Using (51) and (52) in (53) leads to

$$ p_{3}x_{3}\times \left[-\mu_{1}'(\xi_{1})(\xi_{{\rm in}_{1}}-\xi_{1}) + \frac{\mu_{1}(\xi_{1})}{\mu_{2}(\xi_{2})}\mu_{2}'(\xi_{2})(\xi_{{\rm in}_{2}} -\xi_{2}) - \frac{q}{q-p_{4}}\mu_{1}(\xi_{1})\right]\equiv 0 $$

(54)

Two possibilities result from (54):

Case 1

$$ p_{3}x_{3}\equiv0 $$

(55)

In this case, p ₃≡0 as x ₃ ≠ 0. Then, \(\dot{p}_{3}\equiv0, \) which becomes using the costates equation (33)

$$ (q-p_{4})x_{4}\mu_{2}'(\xi_{2})c\equiv0 $$

(56)

As x ₄ ≠ 0, it follows that

$$ p_{4}=q $$

(57)

and consequently \(\dot{p}_{4}=0\) since q is constant.

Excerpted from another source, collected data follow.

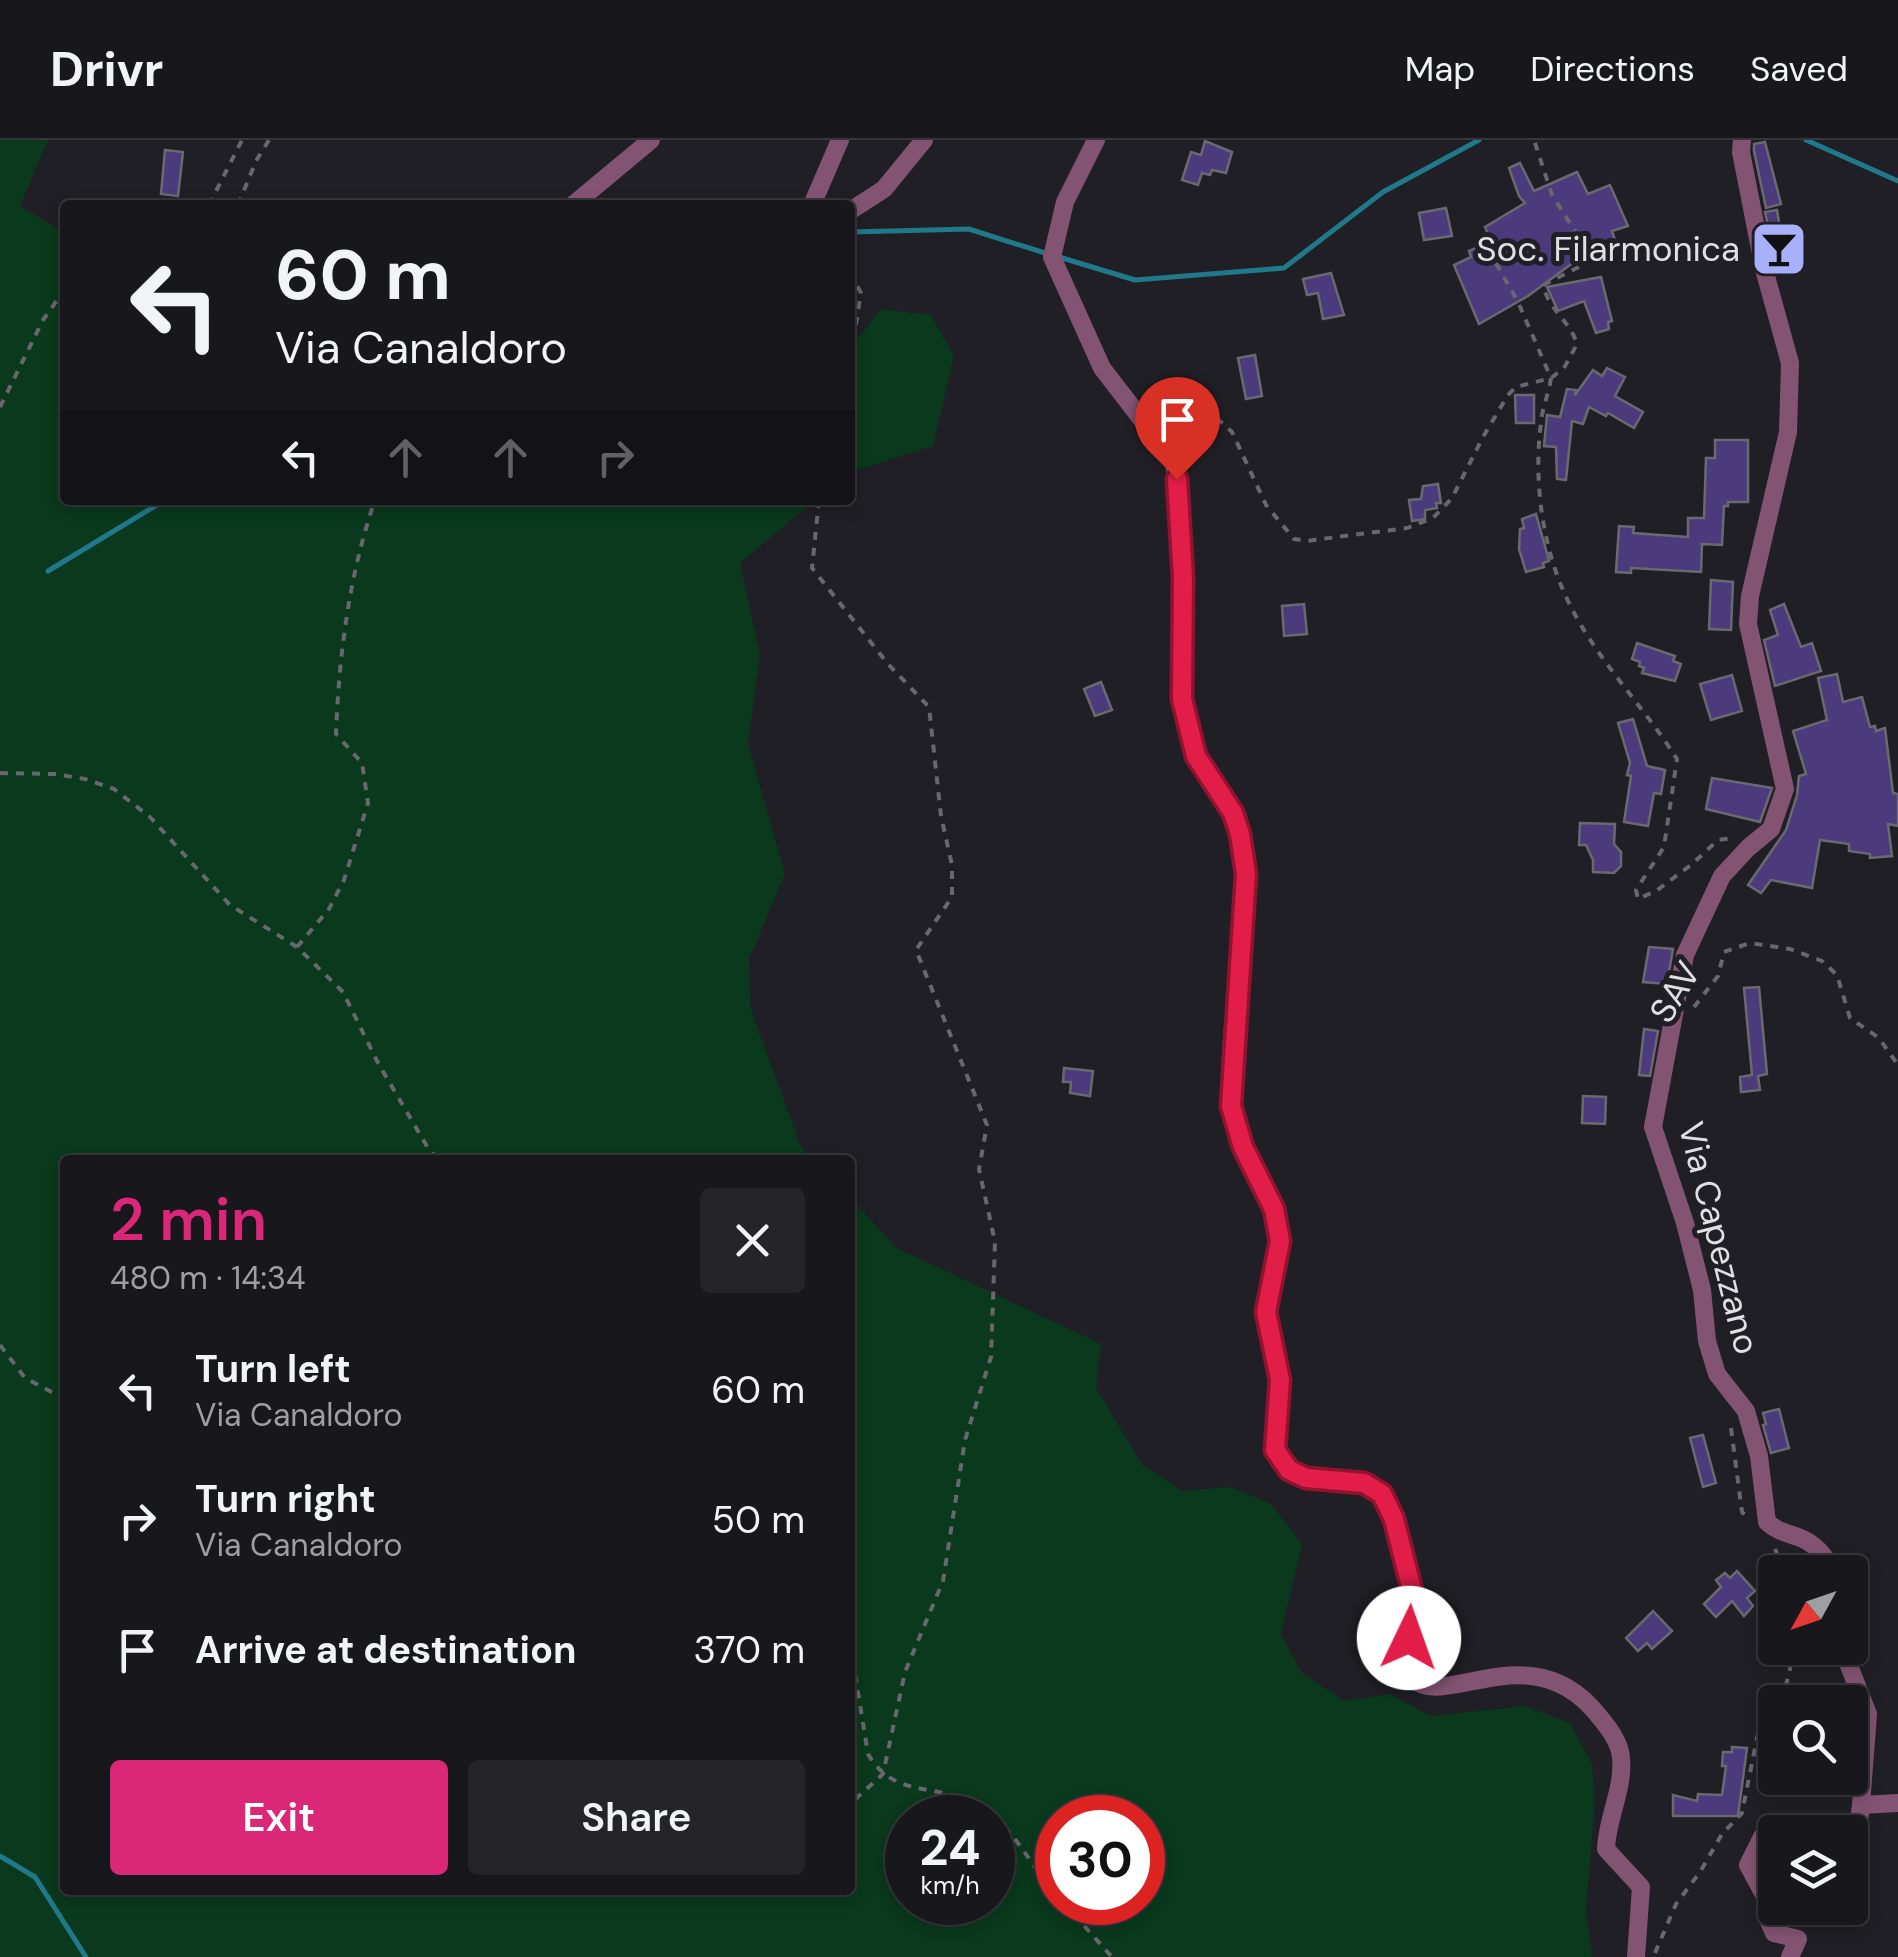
<!DOCTYPE html>
<meta charset="utf-8">
<style>
body{margin:0;font-family:"DM Sans",sans-serif;background:#252429;color:#f1f3f6;height:100vh;display:flex;flex-direction:column;font-size:38px;white-space:nowrap}
*{box-sizing:border-box;margin:0}
p{font-size:32px;color:#9f9fa3}
.icon{flex:none;width:55px;height:55px;fill:none;stroke:currentColor;stroke-width:2;stroke-linecap:round;stroke-linejoin:round}
.map{position:relative;flex:1;overflow:hidden}
.drawer{position:absolute;left:60px;top:1015px;width:795px;height:740px;display:flex;flex-direction:column;background:#18171c;border-radius:10px;box-shadow:0 5px 15px #0003,0 0 0 2px #36363b}
.drawer>*{flex:none}
.top-card{position:absolute;left:60px;top:60px;width:795px;height:305px;border-radius:10px;box-shadow:0 5px 15px #0003,0 0 0 2px #36363b;background:#18171c;color:#f1f3f6;overflow:hidden}
.needle{width:65px;rotate:230deg}
.buttons{position:absolute;left:1758px;top:1415px;display:grid;gap:20px}
.buttons a{display:grid;place-items:center;width:110px;height:110px;border-radius:10px;background:#18171c;box-shadow:0 5px 15px #0003,0 0 0 2px #36363b;font-size:50px}
.speed{position:absolute;left:885px;top:1655px;display:flex;gap:20px;font-size:50px;font-weight:700;text-align:center}
.speed>*{display:grid;place-content:center;width:130px;height:130px;border-radius:50%;background:#18171c;box-shadow:0 5px 15px #0003,0 0 0 2px #36363b;line-height:1}
.speed small{font-size:25px;font-weight:400}
.speed .limit{border:15px solid #d22;background:#fff;color:#111}
.pin{position:absolute;display:grid;place-items:center;width:85px;height:85px;color:#fff;margin:-102px -42px;border-radius:50% 50% 50% 0;rotate:-45deg;box-shadow:0 0 10px #0007}
.pin .icon{rotate:45deg}
.me{position:absolute;width:110px;margin:-55px;rotate:3deg;stroke-linejoin:round;filter:drop-shadow(0 0 8px #0008)}
.turn{display:flex;align-items:center;gap:35px;height:210px;padding:0 50px;font-size:45px}
.turn .icon{width:130px;height:130px;stroke-width:2.5}
.turn b{display:block;font-size:70px;line-height:85px}
.lanes{display:flex;align-items:center;height:95px;padding:0 50px;background:#0003;justify-content:center;gap:50px;direction:ltr}
.lanes .off{opacity:.35}
.round{display:grid;place-items:center;flex:none;width:105px;height:105px;border-radius:10px;background:#252429}
.head{display:flex;align-items:center;justify-content:space-between;height:170px;padding:0 50px}
h1{font-size:60px;font-weight:600;line-height:75px;color:#db2777}
.button{display:flex;gap:20px;margin-top:auto;padding:20px 50px}
.button a{flex:1;height:115px;border-radius:10px;background:#db2777;color:#fff;font-size:40px;font-weight:600;line-height:115px;text-align:center}
.button a+a{background:#252429;color:#f1f3f6}
ul{padding:0;list-style:none}
li{display:flex;align-items:center;gap:30px;height:130px;padding:0 50px}
li div{flex:1}
li b{display:block;font-size:38px}
li em{font-style:normal}
header{display:flex;align-items:center;gap:60px;box-sizing:border-box;height:140px;padding:0 50px;background:#18171c;border-bottom:2px solid #36363b}
header strong{font-size:48px}
nav{display:flex;gap:55px;margin-inline-start:auto;font-size:35px}
.map>svg:first-child{display:block}
.green{fill:#0a391d;fill-rule:evenodd}
.lines{fill:none;stroke-linecap:round;stroke-linejoin:round}
.stream{stroke:#1f798a;stroke-width:5}
.building{fill:#4b3b7c;stroke:#6a6970;stroke-width:2.5}
.path{stroke:#68676d;stroke-width:4;stroke-dasharray:8 8;stroke-linecap:butt}
.minor{stroke:#835472;stroke-width:18}
.route-casing{stroke:#92132f;stroke-width:25}
.route{stroke:#e11d48;stroke-width:18}
.labels{text-anchor:middle;stroke-width:10;stroke-linejoin:round;paint-order:stroke}
.poi-label{font-size:35px;fill:#e0dfe3;stroke:#201f25;text-anchor:end}
.street-label{font-size:35px;fill:#e0dfe3;stroke:#201f25}
</style>
<header>
<strong>Drivr</strong>
<nav><a>Map</a><a>Directions</a><a>Saved</a></nav>
</header>
<div class="map">
<svg width="1898" height="1817" viewBox="0 0 1898 1817">
<rect width="100%" height="100%" fill="#201f25"/>
<g class="green">
<path d="M0,0H48L20,66L65,93V360H815L740,423L760,515L748,604L785,734L749,819L750,867L801,1007L813,1020H65V1750H850V1058L897,1108L1101,1204L1096,1248L1142,1324L1182,1351L1230,1347L1271,1364L1302,1404L1281,1494L1302,1533L1344,1561L1389,1554L1431,1576L1525,1566L1570,1583L1592,1624L1595,1661L1586,1771L1592,1817H0ZM908,1678H992V1762H908ZM1058,1678H1142V1762H1058Z"/>
<polygon points="881,169 931,175 954,216 933,306 850,332 850,209"/>
</g>
<g class="lines">
<g class="stream">
<polyline points="1806,0 1898,41"/>
<polyline points="850,92 969,89 1048,114"/>
<polyline points="1059,117 1135,140 1284,128 1383,52 1479,0"/>
<polyline points="48,431 165,360"/>
<polyline points="0,1716 35,1737 86,1817"/>
</g>
</g>
<g class="building">
<polygon points="1205,1 1232,12 1226,33 1212,30 1210,35 1202,33 1198,45 1182,40 1191,12 1201,15"/>
<polygon points="1765,2 1781,64 1766,68 1754,11 1754,4"/>
<polygon points="165,10 183,12 178,56 161,54"/>
<polygon points="1520,23 1534,51 1577,32 1588,54 1610,45 1628,86 1612,91 1615,100 1589,111 1528,156 1479,184 1454,125 1471,117 1469,111 1491,102 1485,87 1525,63 1519,56 1509,28"/>
<polygon points="1446,68 1452,96 1424,100 1419,73"/>
<polygon points="1777,70 1785,119 1775,120 1765,72"/>
<polygon points="1331,133 1344,175 1323,179 1318,153 1307,155 1303,139"/>
<polygon points="1601,137 1612,181 1608,182 1609,189 1596,193 1584,161 1558,171 1547,147"/>
<polygon points="1255,215 1262,256 1246,259 1238,218"/>
<polygon points="1607,228 1625,237 1615,256 1643,272 1634,288 1608,273 1606,276 1589,267 1583,284 1572,281 1566,340 1557,339 1556,307 1544,306 1547,275 1560,277 1567,249 1576,250 1575,255 1593,230 1602,236"/>
<polygon points="1515,255 1534,255 1534,283 1516,283"/>
<polygon points="1715,300 1748,300 1748,362 1728,362 1728,366 1724,366 1722,405 1702,404 1701,432 1631,428 1631,433 1616,432 1619,386 1634,387 1633,393 1688,397 1688,378 1704,378 1706,318 1715,318"/>
<polygon points="1438,344 1441,363 1436,363 1437,368 1425,370 1425,379 1412,381 1409,360 1421,359 1423,346"/>
<polygon points="1536,374 1549,421 1543,423 1544,427 1526,432 1519,409 1520,389 1524,388 1522,379"/>
<polygon points="1711,440 1733,442 1731,490 1709,489"/>
<polygon points="1304,464 1307,494 1284,496 1282,466"/>
<polygon points="1784,464 1801,507 1812,503 1821,531 1775,546 1764,500 1778,495 1770,470"/>
<polygon points="1637,503 1675,516 1673,521 1681,524 1675,541 1642,533 1644,528 1639,526 1640,522 1632,519"/>
<polygon points="1837,534 1843,562 1862,557 1870,587 1875,586 1876,591 1885,588 1893,653 1898,654 1898,686 1888,684 1892,716 1870,718 1870,714 1849,711 1849,704 1820,700 1812,748 1771,740 1761,753 1748,745 1786,690 1797,655 1799,636 1806,634 1793,591 1827,580 1818,538"/>
<polygon points="1732,535 1742,571 1711,580 1700,544"/>
<polygon points="1101,542 1112,570 1095,576 1084,549"/>
<polygon points="1633,579 1647,626 1665,630 1661,654 1654,653 1648,686 1624,682 1631,636 1627,635 1630,623 1618,583"/>
<polygon points="1712,638 1772,648 1760,682 1706,669"/>
<polygon points="1580,683 1615,684 1614,704 1621,712 1621,726 1614,733 1593,732 1593,720 1586,705 1579,705"/>
<polygon points="1649,807 1673,809 1667,844 1643,842"/>
<polygon points="1759,847 1767,934 1758,936 1760,950 1741,952 1740,937 1752,935 1744,848"/>
<polygon points="1644,889 1658,891 1650,936 1639,935"/>
<polygon points="1064,928 1093,931 1090,956 1070,953 1071,942 1063,942"/>
<polygon points="1583,956 1606,957 1605,984 1582,983"/>
<polygon points="1779,1269 1789,1308 1771,1313 1763,1285 1766,1284 1763,1273"/>
<polygon points="1703,1295 1716,1343 1703,1347 1690,1298"/>
<polygon points="1737,1431 1755,1451 1747,1458 1753,1466 1744,1476 1732,1461 1716,1477 1704,1464 1721,1447 1716,1440 1725,1433 1730,1438"/>
<polygon points="1653,1471 1672,1491 1652,1509 1647,1503 1638,1511 1626,1498"/>
<polygon points="1732,1607 1747,1608 1738,1676 1673,1676 1673,1655 1697,1661 1698,1654 1722,1655 1726,1626 1722,1626 1723,1612 1732,1612"/>
</g>
<g class="lines">
<g class="path">
<polyline points="209,65 242,0"/>
<polyline points="238,65 256,21 269,0"/>
<polyline points="1496,123 1518,162 1551,238"/>
<polyline points="850,132 861,153 850,221"/>
<path d="M1551,238C1549,253 1542,268 1541,283C1533,344 1543,414 1572,469C1600,523 1644,567 1677,619L1664,707L1636,750L1638,759L1656,751L1691,725L1718,700L1733,698"/>
<polyline points="0,267 43,180 65,149"/>
<path d="M1178,297L1172,261L1178,252H1188L1232,292L1266,365L1294,399L1306,401L1407,388L1433,378L1452,358L1483,297L1508,255L1516,247L1551,238L1564,228L1577,204C1570,181 1548,169 1543,145L1589,122V113L1552,55L1534,0"/>
<polyline points="819,360 812,428 888,524 929,567 941,676 952,725 952,757 916,810 987,985 979,1029 995,1102 991,1217 965,1300 943,1441 905,1532 883,1634 850,1664"/>
<polyline points="0,633 54,634 85,639 114,649 150,677 230,765 297,807 343,852 378,923 428,1008 439,1020"/>
<path d="M297,807L329,769L344,740L368,663L362,623L336,594C339,515 349,435 375,360"/>
<polyline points="1694,867 1718,836 1724,812 1750,803 1790,809 1822,821 1837,835 1850,878 1879,898 1898,925"/>
<polyline points="0,1205 25,1238 65,1259"/>
<polyline points="1731,1288 1742,1372 1750,1380"/>
<polyline points="1775,1409 1785,1432"/>
<path d="M850,1503L868,1614C892,1656 930,1644 969,1661C1012,1680 1028,1724 1058,1757"/>
<polyline points="1782,1562 1795,1508"/>
<polyline points="1063,1762 1112,1817"/>
<polyline points="1655,1813 1676,1764 1700,1732 1722,1694 1742,1673 1758,1593 1775,1571"/>
</g>
<g class="minor">
<path d="M1096,0L1065,62L1052,117L1102,228L1173,320C1184,373 1183,427 1183,480C1182,507 1179,538 1184,564C1187,582 1191,605 1199,621C1223,664 1245,682 1246,736C1247,811 1226,888 1231,963C1235,1012 1274,1048 1279,1097C1282,1122 1265,1147 1265,1171C1266,1193 1278,1216 1279,1237C1281,1260 1268,1292 1277,1312C1297,1357 1353,1324 1381,1354C1392,1365 1413,1440 1414,1458C1416,1482 1393,1519 1413,1539C1444,1570 1532,1492 1598,1575C1608,1587 1620,1602 1621,1618C1624,1649 1607,1678 1606,1709L1641,1747L1636,1817"/>
<path d="M1742,0L1741,12L1764,129L1790,223L1788,292L1750,456L1748,484L1785,649L1771,689L1748,708L1722,736L1685,815L1653,987L1685,1083L1702,1150L1707,1201L1717,1234L1746,1271L1759,1316L1767,1382C1778,1392 1785,1392 1798,1397C1816,1403 1825,1417 1835,1432"/>
<polyline points="573,65 651,0"/>
<polyline points="812,65 840,0"/>
<polyline points="850,71 884,49 924,0"/>
<polyline points="1846,1508 1846,1518 1868,1574 1861,1665 1898,1663"/>
<polyline points="1785,1692 1775,1689 1762,1697 1748,1725 1768,1762 1766,1775 1774,1793 1798,1799 1790,1817"/>
<polyline points="1850,1713 1855,1713 1861,1665"/>
</g>
</g>
<g class="lines">
<g class="route-casing">
<polyline id="route" points="1177,339 1183,437 1182,559 1196,616 1233,673 1240,694 1246,734 1231,966 1243,1007 1274,1069 1280,1101 1266,1172 1280,1240 1275,1310 1289,1330 1306,1338 1364,1343 1382,1354 1394,1379 1414,1458 1409,1498"/>
</g>
<use href="#route" class="route"/>
</g>
<defs>
<g id="bar-square" transform="scale(2.875)"><rect x="-9" y="-9" width="18" height="18" rx="4" fill="#a8b0fc" stroke="#201f25"/><path d="M-6-5H6L.8 .8V4.5H3.5V6h-7V4.5H-.8V.8Z" fill="#111"/></g>
</defs>
<g fill-rule="evenodd">
<use href="#bar-square" x="1779" y="109"/>
</g>
<g class="labels">
<g class="poi-label">
<text x="1740" y="121">Soc. Filarmonica</text>
</g>
<g class="street-label">
<text transform="translate(1675 852) rotate(-59)" y="12">SAV</text>
<text transform="translate(1719 1098) rotate(76)" y="12">Via Capezzano</text>
</g>
</g>
</svg>
<div class="buttons">
<a><svg class="needle" viewBox="-14 -14 28 28"><path d="M0-13l5 13h-10z" fill="#e53935"/><path d="M0 13l5-13h-10z" fill="#9f9fa3"/></svg></a>
<a><svg class="icon" aria-label="search" viewBox="0 0 24 24"><circle cx="10" cy="10" r="6"/><path d="M15 15l6 6"/></svg></a>
<a><svg class="icon" aria-label="layers" viewBox="0 0 24 24"><path d="M12 4l9 5-9 5-9-5zM3 14l9 5 9-5"/></svg></a>
</div>
<div class="speed"><div>24<small>km/h</small></div><div class="limit">30</div></div>
<div class="pin" style="left:1177px;top:339px;background:#d93025"><svg class="icon" aria-label="arrive" viewBox="0 0 24 24"><path d="M6 21V4h12l-3 4 3 4H6"/></svg></div>
<svg class="me" style="left:1409px;top:1498px" viewBox="-20 -20 40 40"><circle r="19" fill="#fff"/><path d="M0-13L10 11 0 6-10 11z" fill="#e11d48"/></svg>
<div class="top-card">
<div class="turn"><svg class="icon" aria-label="left" viewBox="0 0 24 24"><path d="M17 20v-9H6M10 6l-5 5 5 5"/></svg><div><b>60 m</b>Via Canaldoro</div></div>
<div class="lanes"><svg class="icon" aria-label="left" viewBox="0 0 24 24"><path d="M17 20v-9H6M10 6l-5 5 5 5"/></svg><svg class="icon off" aria-label="ahead" viewBox="0 0 24 24"><path d="M12 20V5M6 11l6-6 6 6"/></svg><svg class="icon off" aria-label="ahead" viewBox="0 0 24 24"><path d="M12 20V5M6 11l6-6 6 6"/></svg><svg class="icon off" aria-label="right" viewBox="0 0 24 24"><path d="M7 20v-9h11M14 6l5 5-5 5"/></svg></div>
</div>
<section class="drawer">
<div class="head"><div><h1>2 min</h1><p>480 m · 14:34</p></div><a class="round"><svg class="icon" aria-label="close" viewBox="0 0 24 24"><path d="M6 6l12 12M18 6L6 18"/></svg></a></div>
<ul>
<li><svg class="icon" aria-label="left" viewBox="0 0 24 24"><path d="M17 20v-9H6M10 6l-5 5 5 5"/></svg><div><b>Turn left</b><p>Via Canaldoro</p></div><em>60 m</em></li>
<li><svg class="icon" aria-label="right" viewBox="0 0 24 24"><path d="M7 20v-9h11M14 6l5 5-5 5"/></svg><div><b>Turn right</b><p>Via Canaldoro</p></div><em>50 m</em></li>
<li><svg class="icon" aria-label="arrive" viewBox="0 0 24 24"><path d="M6 21V4h12l-3 4 3 4H6"/></svg><div><b>Arrive at destination</b></div><em>370 m</em></li>
</ul>
<div class="button"><a>Exit</a><a>Share</a></div>
</section>
</div>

However, using (57) in the costates equation (34) leads to

$$ \dot{p}_{4}=p_{4}u $$

(58)

which is in contradiction with \(\dot{p}_{4}=0. \) Hence, (55) does not hold for t ₁ < t < t ₂.

Case 2

$$ \mu_{1}'(\xi_{1})(\xi_{{\rm in}_{1}}-\xi_{1}) - \frac{\mu_{1}(\xi_{1})}{\mu_{2}(\xi_{2})}\mu_{2}'(\xi_{2})(\xi_{{\rm in}_{2}} -\xi_{2}) + \frac{q}{q-p_{4}}\mu_{1}(\xi_{1})\equiv 0 $$

(59)

In this case, μ₁′(ξ₁) and μ₂′(ξ₂) are calculated from (8) and (9) as

$$ \mu_{1}'(\xi_{1}) =\mu_{m_{1}}\frac{K_{s_{1}}}{(K_{s_{1}}+\xi_{1})^{2}} $$

(60)

$$ \mu_{2}'(\xi_{2}) =\mu_{m_{2}}\frac{K_{s_{2}}-\frac{\xi_{2}^{2}}{K_{i_{2}}}} {\left(K_{s_{2}}+\xi_{2}+\frac{\xi_{2}^{2}}{K_{i_{2}}}\right)^{2}} $$

(61)

Using (60) and (61) in (59) leads to

$$ K_{s_{1}}\xi_{2}\left(K_{s_{2}}+\xi_{2} +\frac{\xi_{2}^{2}}{K_{i_{2}}}\right)(\xi_{{\rm in}_{1}}-\xi_{1}) -\xi_{1}(K_{s_{1}}+\xi_{1}) \left(K_{s_{2}} -\frac{\xi_{2}^{2}}{K_{i_{2}}}\right)(\xi_{{\rm in}_{2}}-\xi_{2})+ \frac{q}{q-p_{4}}\xi_{1}(K_{s_{1}}+\xi_{1})\xi_{2} \left(K_{s_{2}}+\xi_{2}+\frac{\xi_{2}^{2}}{K_{i_{2}}}\right)\equiv0 $$

(62)

Relationship (62) is a quadratic equation in ξ₁ with the solutions

$$ \xi_{1_{1}}=f_{1}(\xi_{2},p_{4}) $$

(63)

$$ \xi_{1_{2}}=f_{2}(\xi_{2},p_{4}) $$

(64)

Since ξ₁ = x ₁ − ax ₃, it follows that for t ₁ < t < t ₂

$$ x_{1_{1}}=f_{1}(\xi_{2},p_{4})+ax_{3} $$

(65)

$$ x_{1_{2}}=f_{2}(\xi_{2},p_{4})+ax_{3} $$

(66)

which is in contradiction with the fact that x ₁ is the solution of \(\dot{x}_{1}=u(w_{1}-x_{1})\) for all t ≥ 0. Hence (59) does not hold.

Thus, it is concluded that singular intervals cannot occur.